In 1993 Evelyn Lauder, Senior Corporate Vice President of the Estée Lauder Companies, founded “The Breast Cancer Research Foundation” and established the pink ribbon as its symbol, though this was not the first time the ribbon had been used to symbolise breast cancer.

Charlotte Haley, a California woman, whose sister, daughter, and granddaughter had breast cancer, had distributed peach-colour ribbons to call attention to what she perceived as inadequate funding for research.

In the autumn of 1991, the Susan G. Komen Foundation handed out pink ribbons to participants in its New York City race for breast cancer survivors.

The colour pink is considered feminine. It evokes traditional feminine gender roles, such as caring for other people, being beautiful, being good, and being cooperative. The pink ribbon represents fear of breast cancer, hope for the future, and solidarity with women who currently have breast cancer.

A variety of events around the world are organised in October, including walks and runs, and the pink illumination of landmark buildings.
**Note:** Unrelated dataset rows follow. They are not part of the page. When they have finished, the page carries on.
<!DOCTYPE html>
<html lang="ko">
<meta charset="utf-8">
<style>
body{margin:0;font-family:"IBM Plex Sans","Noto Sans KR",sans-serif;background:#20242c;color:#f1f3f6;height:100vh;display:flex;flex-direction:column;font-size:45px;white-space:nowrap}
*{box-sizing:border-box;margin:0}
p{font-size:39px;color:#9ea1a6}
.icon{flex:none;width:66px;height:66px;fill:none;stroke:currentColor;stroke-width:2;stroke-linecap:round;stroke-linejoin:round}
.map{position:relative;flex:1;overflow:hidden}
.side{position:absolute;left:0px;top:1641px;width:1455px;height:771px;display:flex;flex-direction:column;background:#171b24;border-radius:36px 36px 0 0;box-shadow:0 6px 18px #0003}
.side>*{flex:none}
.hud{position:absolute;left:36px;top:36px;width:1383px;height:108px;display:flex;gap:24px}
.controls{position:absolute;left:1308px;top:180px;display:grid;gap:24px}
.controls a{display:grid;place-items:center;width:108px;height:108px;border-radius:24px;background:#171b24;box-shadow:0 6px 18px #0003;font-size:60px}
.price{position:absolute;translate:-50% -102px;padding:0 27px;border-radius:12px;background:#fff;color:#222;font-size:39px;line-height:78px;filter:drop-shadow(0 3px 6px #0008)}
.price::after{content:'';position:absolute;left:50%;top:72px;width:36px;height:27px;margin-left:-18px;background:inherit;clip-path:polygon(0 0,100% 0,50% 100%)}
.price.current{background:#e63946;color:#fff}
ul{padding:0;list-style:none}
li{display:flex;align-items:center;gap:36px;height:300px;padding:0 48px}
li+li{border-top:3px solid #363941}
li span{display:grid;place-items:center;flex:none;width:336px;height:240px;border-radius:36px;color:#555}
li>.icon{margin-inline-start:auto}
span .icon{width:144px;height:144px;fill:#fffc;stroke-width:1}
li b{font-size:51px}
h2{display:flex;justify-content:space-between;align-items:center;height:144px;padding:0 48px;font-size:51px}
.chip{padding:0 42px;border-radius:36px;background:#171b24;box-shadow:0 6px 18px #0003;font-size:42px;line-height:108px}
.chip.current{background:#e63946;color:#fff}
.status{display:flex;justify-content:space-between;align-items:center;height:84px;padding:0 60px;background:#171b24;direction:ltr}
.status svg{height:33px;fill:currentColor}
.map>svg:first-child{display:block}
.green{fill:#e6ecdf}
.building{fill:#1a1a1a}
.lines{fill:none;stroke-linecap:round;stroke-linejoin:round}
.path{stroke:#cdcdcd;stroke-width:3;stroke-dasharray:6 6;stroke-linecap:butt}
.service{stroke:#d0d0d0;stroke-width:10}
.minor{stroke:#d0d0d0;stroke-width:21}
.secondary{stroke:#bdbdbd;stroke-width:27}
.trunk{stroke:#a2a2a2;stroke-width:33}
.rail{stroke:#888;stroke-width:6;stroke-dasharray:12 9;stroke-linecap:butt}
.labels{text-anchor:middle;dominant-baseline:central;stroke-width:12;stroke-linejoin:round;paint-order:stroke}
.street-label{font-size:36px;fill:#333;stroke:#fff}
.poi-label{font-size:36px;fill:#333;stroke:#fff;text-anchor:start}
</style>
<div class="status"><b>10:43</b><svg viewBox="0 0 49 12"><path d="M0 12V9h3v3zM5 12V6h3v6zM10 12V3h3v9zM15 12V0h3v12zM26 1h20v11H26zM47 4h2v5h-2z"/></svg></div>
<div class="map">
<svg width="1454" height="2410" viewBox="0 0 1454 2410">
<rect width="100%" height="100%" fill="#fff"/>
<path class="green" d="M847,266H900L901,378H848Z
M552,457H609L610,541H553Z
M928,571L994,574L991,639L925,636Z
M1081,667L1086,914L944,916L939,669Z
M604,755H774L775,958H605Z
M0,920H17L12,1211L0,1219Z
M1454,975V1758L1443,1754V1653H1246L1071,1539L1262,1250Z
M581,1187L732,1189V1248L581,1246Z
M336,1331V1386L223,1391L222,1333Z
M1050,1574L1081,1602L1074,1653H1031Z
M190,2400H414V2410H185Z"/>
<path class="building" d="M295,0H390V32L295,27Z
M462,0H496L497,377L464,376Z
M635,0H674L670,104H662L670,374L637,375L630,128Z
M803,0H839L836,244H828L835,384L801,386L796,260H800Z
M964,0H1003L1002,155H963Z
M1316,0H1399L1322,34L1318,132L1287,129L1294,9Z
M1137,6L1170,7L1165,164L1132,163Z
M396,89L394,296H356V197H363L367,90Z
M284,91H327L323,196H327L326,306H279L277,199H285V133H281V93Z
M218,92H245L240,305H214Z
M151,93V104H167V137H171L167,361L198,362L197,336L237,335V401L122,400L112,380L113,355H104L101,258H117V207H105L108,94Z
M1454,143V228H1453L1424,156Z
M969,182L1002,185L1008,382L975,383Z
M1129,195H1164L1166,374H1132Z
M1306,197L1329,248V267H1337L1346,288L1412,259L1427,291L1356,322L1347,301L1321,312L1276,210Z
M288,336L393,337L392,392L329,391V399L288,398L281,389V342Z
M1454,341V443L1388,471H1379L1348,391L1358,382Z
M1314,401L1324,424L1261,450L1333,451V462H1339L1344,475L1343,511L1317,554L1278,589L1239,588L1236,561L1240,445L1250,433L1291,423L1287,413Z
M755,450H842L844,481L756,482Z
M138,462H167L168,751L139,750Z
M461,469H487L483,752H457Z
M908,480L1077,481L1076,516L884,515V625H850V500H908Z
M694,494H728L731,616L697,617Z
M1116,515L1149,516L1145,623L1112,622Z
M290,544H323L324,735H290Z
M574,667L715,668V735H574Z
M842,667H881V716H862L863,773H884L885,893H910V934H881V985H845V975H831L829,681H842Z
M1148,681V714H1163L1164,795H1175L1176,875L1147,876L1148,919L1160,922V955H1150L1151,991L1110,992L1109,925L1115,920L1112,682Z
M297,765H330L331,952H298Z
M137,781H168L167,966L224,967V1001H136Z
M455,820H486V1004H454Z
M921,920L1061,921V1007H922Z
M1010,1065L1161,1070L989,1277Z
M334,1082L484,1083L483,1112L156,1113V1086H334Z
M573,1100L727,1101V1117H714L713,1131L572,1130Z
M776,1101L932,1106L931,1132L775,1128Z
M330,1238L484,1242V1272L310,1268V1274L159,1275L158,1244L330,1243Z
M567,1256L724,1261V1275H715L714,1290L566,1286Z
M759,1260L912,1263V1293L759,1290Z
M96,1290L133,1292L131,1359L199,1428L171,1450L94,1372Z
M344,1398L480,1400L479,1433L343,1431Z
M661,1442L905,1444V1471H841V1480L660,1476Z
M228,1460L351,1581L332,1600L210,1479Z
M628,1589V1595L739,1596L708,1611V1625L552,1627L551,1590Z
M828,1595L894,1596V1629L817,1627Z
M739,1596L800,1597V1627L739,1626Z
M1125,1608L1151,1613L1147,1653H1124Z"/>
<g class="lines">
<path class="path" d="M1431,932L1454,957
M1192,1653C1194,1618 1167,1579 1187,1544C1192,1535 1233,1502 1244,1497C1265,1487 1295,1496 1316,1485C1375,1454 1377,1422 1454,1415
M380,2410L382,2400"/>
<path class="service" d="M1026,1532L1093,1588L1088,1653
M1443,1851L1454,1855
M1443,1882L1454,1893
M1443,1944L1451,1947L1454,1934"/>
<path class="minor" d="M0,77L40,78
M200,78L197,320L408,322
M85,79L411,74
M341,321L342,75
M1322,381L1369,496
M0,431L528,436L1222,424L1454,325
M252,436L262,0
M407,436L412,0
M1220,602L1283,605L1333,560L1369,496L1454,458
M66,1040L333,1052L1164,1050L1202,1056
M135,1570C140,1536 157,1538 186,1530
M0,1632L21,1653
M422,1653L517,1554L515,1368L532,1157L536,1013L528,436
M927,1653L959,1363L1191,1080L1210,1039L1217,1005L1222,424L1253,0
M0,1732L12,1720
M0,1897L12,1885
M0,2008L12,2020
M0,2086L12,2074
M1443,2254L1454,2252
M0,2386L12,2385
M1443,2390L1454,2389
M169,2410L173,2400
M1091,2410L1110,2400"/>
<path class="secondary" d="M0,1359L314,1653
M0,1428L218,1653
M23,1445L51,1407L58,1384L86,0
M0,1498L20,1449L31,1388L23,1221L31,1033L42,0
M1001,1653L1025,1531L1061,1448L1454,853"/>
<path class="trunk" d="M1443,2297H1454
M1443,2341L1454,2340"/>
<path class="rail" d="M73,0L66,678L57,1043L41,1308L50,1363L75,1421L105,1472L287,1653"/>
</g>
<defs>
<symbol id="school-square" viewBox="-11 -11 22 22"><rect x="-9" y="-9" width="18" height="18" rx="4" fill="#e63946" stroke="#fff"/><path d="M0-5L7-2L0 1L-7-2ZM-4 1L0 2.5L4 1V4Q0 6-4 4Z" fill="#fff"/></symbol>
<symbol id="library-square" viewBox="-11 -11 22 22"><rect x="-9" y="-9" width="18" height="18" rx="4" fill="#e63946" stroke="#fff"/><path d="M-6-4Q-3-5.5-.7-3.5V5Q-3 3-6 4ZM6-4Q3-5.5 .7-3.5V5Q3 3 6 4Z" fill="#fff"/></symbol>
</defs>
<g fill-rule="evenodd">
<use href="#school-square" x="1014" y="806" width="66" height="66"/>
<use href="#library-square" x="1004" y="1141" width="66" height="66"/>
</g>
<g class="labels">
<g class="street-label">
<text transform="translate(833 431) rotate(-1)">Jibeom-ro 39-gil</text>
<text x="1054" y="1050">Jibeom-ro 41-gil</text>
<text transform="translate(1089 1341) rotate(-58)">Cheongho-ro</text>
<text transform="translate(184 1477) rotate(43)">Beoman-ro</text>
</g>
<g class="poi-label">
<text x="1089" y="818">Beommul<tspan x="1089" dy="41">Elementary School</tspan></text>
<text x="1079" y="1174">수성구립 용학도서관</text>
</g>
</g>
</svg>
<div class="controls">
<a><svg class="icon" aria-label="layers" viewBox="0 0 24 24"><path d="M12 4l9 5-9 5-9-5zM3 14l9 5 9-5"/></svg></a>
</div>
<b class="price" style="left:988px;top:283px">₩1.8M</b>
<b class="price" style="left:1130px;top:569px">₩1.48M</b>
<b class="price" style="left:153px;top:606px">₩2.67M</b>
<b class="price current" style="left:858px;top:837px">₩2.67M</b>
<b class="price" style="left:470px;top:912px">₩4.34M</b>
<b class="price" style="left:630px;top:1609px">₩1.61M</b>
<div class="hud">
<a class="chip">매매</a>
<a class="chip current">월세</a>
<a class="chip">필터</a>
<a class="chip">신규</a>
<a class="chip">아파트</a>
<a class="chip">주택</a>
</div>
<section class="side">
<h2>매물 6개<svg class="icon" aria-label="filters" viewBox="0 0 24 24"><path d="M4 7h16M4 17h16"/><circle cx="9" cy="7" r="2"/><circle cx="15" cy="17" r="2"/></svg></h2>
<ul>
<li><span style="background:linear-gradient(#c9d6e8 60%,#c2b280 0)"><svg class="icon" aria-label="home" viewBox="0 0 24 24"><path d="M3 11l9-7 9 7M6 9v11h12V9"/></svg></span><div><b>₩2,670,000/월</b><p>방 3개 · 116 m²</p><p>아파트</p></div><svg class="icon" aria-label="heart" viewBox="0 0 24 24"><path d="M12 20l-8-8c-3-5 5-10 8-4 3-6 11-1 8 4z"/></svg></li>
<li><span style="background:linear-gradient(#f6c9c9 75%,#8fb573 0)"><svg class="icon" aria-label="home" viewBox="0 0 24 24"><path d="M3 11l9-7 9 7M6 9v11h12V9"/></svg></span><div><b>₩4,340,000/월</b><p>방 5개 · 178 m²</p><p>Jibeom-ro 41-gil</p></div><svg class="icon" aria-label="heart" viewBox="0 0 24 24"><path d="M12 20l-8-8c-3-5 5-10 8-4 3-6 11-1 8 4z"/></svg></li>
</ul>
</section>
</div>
On Wednesday, October 2nd, Paris's most famous icon “Eiffel Tower” turned pink at night as part of a push for breast cancer awareness.

On September 30th, 2017, President Donald Trump proclaimed National Breast Cancer Awareness Month and the White House was illuminated in pink in honour of the month.

The International Agency for Research on Cancer (IARC) and Centre Léon Bérard hosted on Wednesday, October 8th, the first in a series of public discussions about cancer prevention at the IARC headquarters building in Lyon, France.

The event focused on breast cancer prevention, which is entitled “Prévenir le cancer du sein: on en parle?” (Preventing breast cancer: will we talk about it?)

So, think before you pink and take responsibility for raise funds and awareness in this critical fight.